## Task requirements
Could you copy each line of the listing below that has the word "lists"?

## Exercise inputs
· · ·
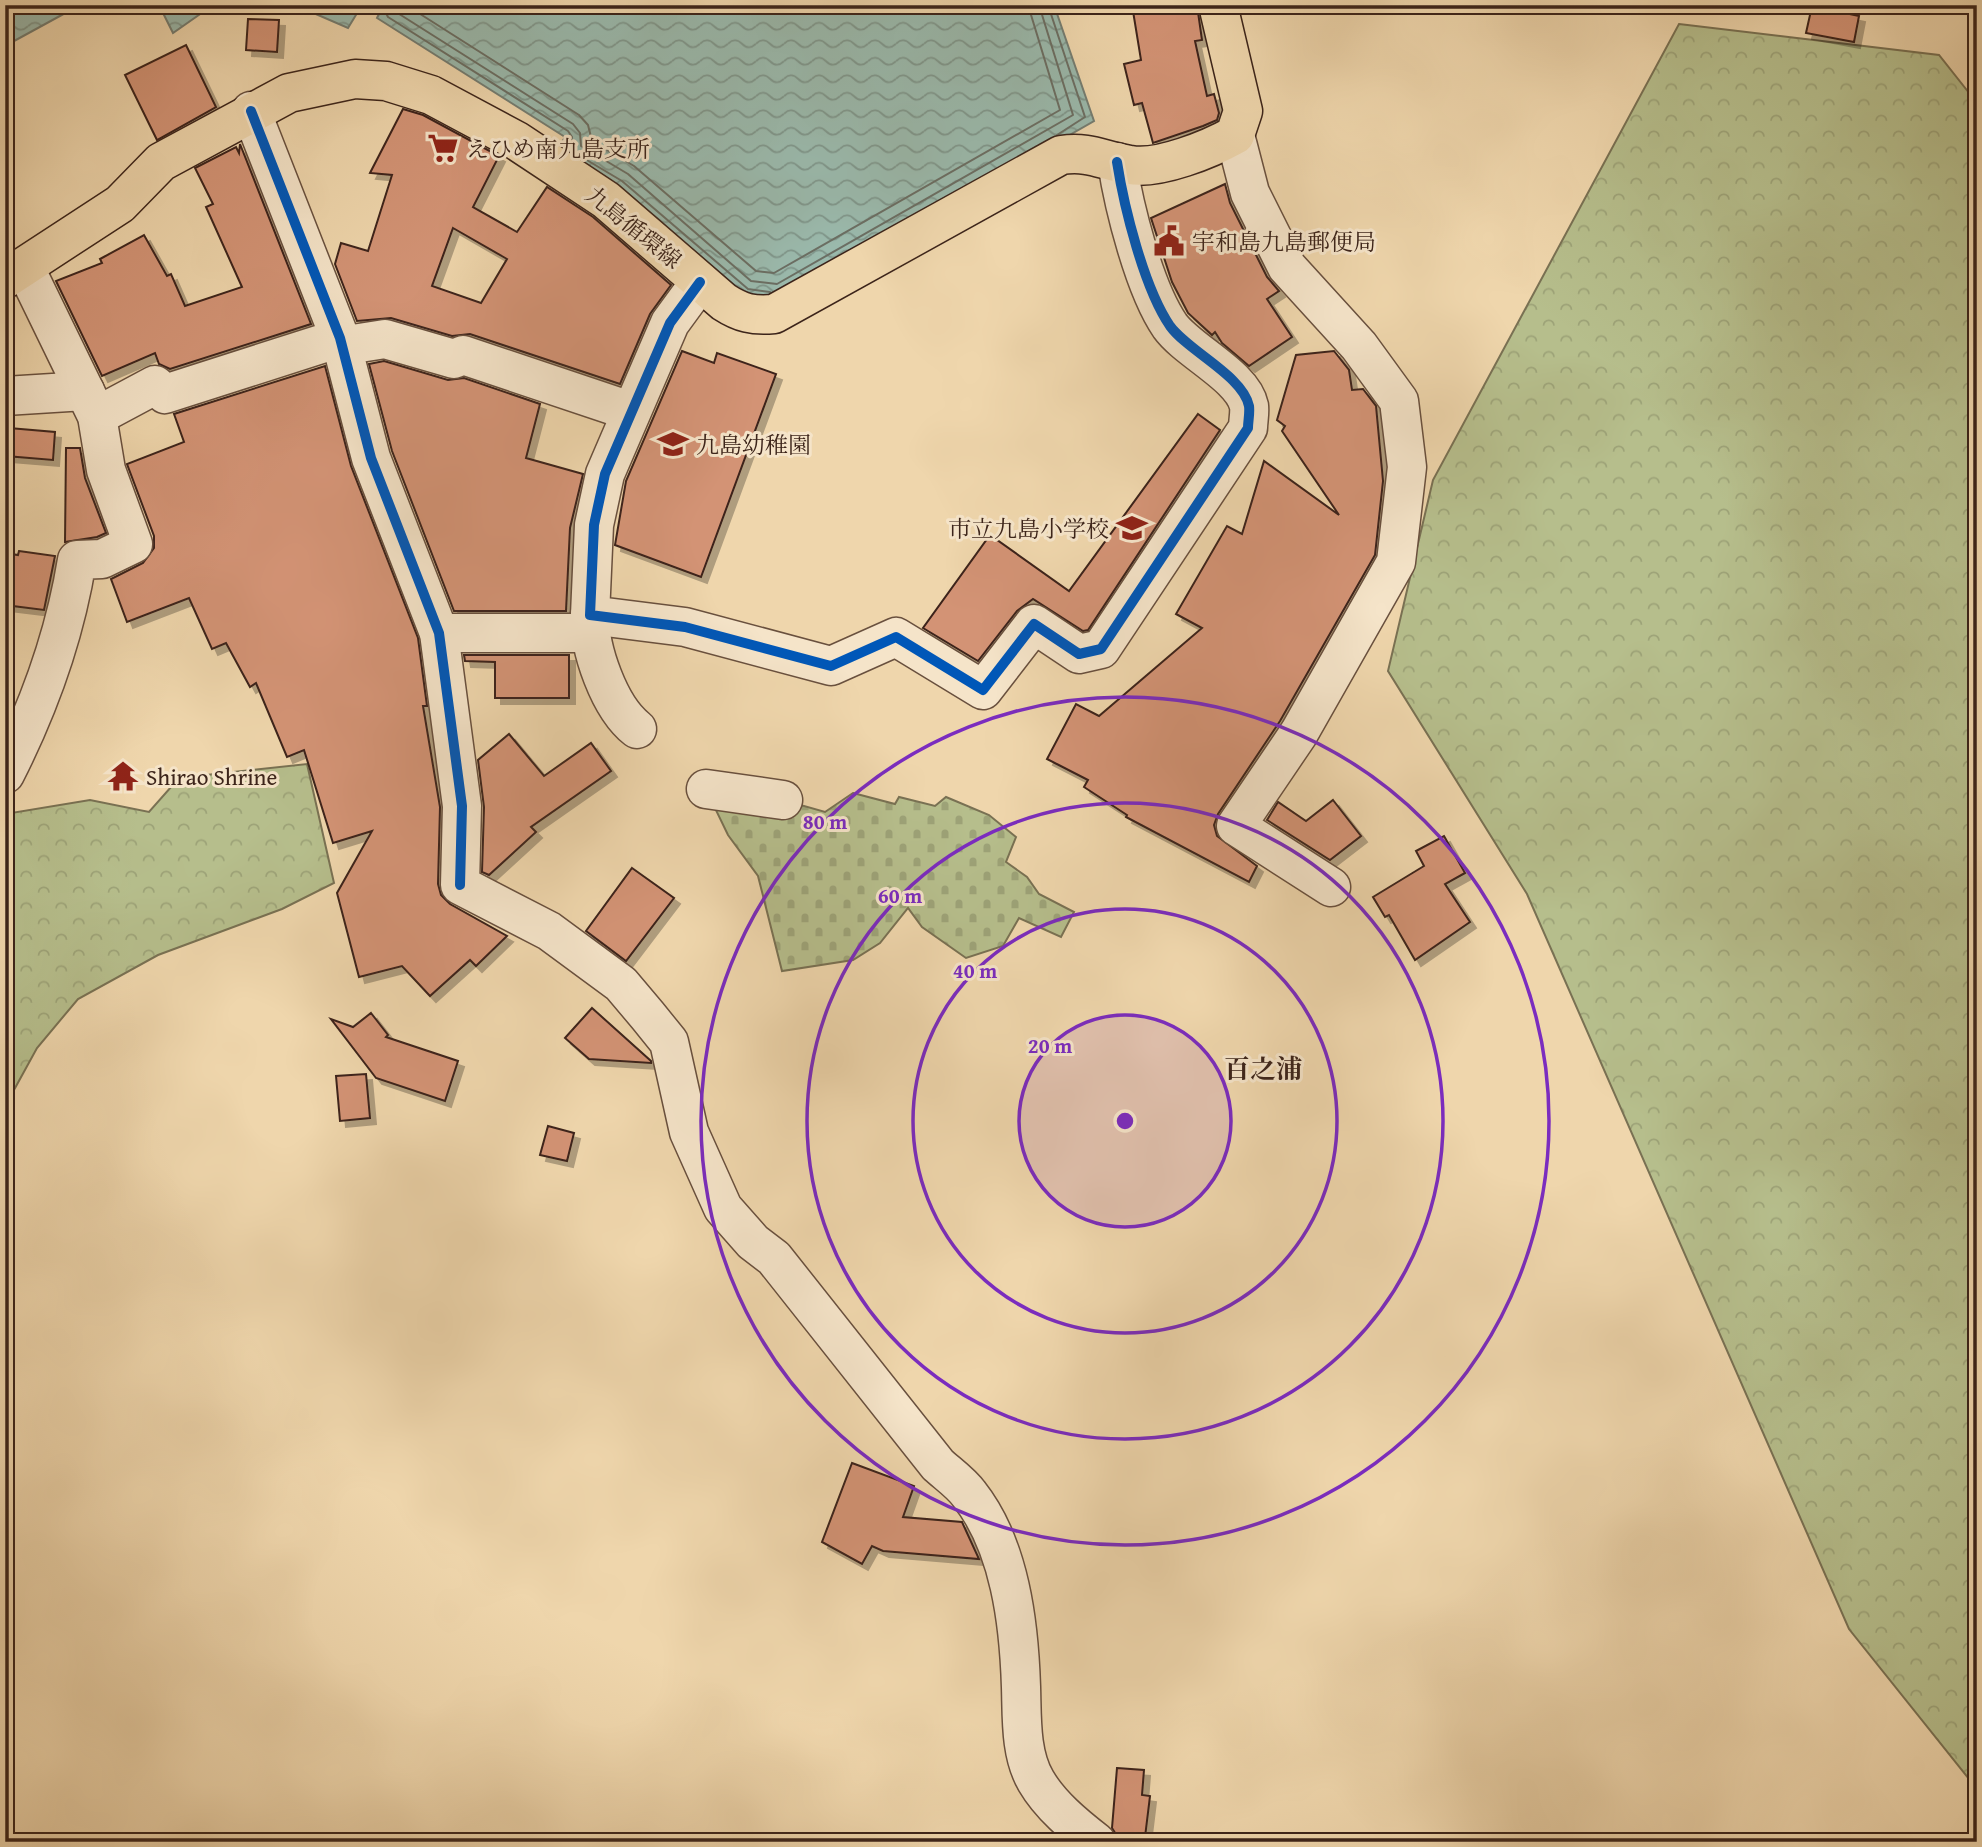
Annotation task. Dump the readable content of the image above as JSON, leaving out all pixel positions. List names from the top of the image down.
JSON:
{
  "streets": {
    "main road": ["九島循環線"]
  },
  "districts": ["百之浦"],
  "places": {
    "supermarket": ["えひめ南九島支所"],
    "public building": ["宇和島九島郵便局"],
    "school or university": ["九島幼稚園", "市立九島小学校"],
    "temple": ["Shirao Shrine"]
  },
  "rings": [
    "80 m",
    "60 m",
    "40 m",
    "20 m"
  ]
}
· · ·
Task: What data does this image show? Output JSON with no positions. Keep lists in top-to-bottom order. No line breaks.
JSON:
· · ·
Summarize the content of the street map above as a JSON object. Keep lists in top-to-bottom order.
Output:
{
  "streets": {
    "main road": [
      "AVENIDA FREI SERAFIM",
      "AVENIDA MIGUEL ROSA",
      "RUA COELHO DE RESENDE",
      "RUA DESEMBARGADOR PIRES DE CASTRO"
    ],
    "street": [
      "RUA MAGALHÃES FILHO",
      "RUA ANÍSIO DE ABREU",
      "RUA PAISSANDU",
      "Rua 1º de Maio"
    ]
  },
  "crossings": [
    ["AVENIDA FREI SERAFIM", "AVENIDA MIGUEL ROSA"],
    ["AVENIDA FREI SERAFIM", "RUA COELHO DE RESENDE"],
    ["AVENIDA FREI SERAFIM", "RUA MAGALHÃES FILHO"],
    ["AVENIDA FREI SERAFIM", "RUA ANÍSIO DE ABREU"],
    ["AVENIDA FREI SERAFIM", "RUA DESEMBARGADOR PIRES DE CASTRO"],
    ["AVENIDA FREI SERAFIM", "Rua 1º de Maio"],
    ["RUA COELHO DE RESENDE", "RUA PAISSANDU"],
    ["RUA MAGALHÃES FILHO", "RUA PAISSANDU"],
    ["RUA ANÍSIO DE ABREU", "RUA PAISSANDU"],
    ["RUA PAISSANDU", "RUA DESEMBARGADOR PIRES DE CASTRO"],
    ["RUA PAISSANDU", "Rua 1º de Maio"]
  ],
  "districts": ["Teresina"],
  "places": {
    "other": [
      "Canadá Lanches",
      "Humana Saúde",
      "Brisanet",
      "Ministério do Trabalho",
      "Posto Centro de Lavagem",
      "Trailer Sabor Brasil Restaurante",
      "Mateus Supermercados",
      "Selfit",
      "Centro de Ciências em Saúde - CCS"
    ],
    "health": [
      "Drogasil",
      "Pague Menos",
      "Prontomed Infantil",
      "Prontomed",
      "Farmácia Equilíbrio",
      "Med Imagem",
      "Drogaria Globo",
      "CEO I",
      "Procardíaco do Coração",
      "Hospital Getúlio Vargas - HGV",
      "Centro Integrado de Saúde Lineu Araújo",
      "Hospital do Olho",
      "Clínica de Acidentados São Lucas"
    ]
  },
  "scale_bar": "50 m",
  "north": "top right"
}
· · ·
## Expected output
Task: What data does this image show? Output JSON with no positions. Keep lists in top-to-bottom order. No line breaks.
Summarize the content of the street map above as a JSON object. Keep lists in top-to-bottom order.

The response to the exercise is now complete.